Questo vale solo per il Cristo individuale o anche per il Cristo mistico, per i suoi santi? I diari dei mistici ci insegnano che anche nella loro vita le grandi sofferen­ze si trasformavano in una gioia indicibile. Solo così poteva scrivere santa Teresa d’Avila: «O patire o mori­re», cioè senza la sofferenza la vita non mi interessa più. In altro luogo attesta che soffriva molto, ma che Dio non l’ha mai lasciata patire senza una consolazione particolare.
I semplici cristiani non devono credere facilmente di essere capaci di stati mistici. Ma una cosa è certa. La me­ditazione di Cristo sofferente non deve degenerare in qualche ‘dolorismo’ non naturale. Deve, al contrario, aiutarci a scoprire il senso positivo del dolore umano con la ferma convinzione che questo viene progressivamente superato dal fuoco divino, dalla luce splendente dello Spirito che risiede nei nostri cuori.
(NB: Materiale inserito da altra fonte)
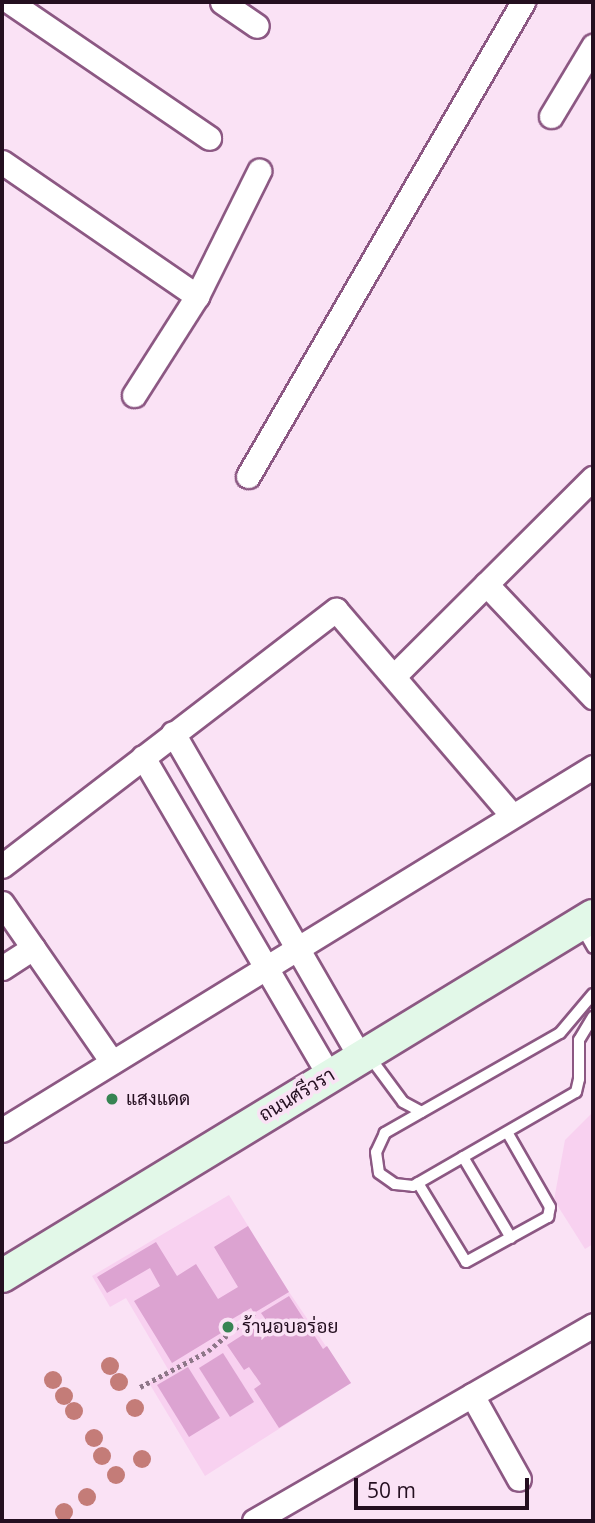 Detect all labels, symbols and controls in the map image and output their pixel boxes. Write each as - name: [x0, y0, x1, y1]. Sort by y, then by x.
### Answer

P. Tomáš Špidlík, insigne gesuita,cardinale dal 2003, nasce il 17 dicembre 1919 a Boskovice, in Moravia. I suoi studi vengono più volte interrotti a causa del lavoro giovanile forzato, imposto prima dai soldati tedeschi, poi dai soldati romeni, quindi dai russi.Nel 1949 Špidlík è ordinato sacerdote a Maastricht. Nel 1951 viene chiamato a Roma alla Radio Vaticana. I programmi di quella emittente, specie per i Paesi d’oltre cortina, erano un prezioso aiuto ad una libertà in pericolo di essere soffocata lentamente ma inesorabilmente. Dal suo impegno alla Radio Vaticana scaturirà una speciale missione che l’accompagnerà sempre e che lo farà conoscere in patria nonostante il dominio comunista. Le prediche domenicali in lingua ceca di p. Špidlík hanno suscitato un tale interesse da essere pubblicate e tradotte in varie lingue dell’Europa dell’Est, come in ceco, polacco, romeno., ma anche in italiano. L’opera di p. Špidlík è frutto di anni e anni di diligente ricerca e riflessione, insieme ad una grande, artistica sensibilità per la cultura contemporanea.Riportiamo una meditazione che parla del giusto rapporto con il Dio di Gesù Cristo che rifugge da ogni tipo di dolorismo, e non si accontenta di imitare la santità, ma cerca di viverla con la forza dello Spirito che opera dentro ognuno di noi.

FONTE: Tomas Spidlik, Conosci il Padre,Cristo e lo Spirito?, Edizioni Lipa, Roma, 2005, pp. 106-110.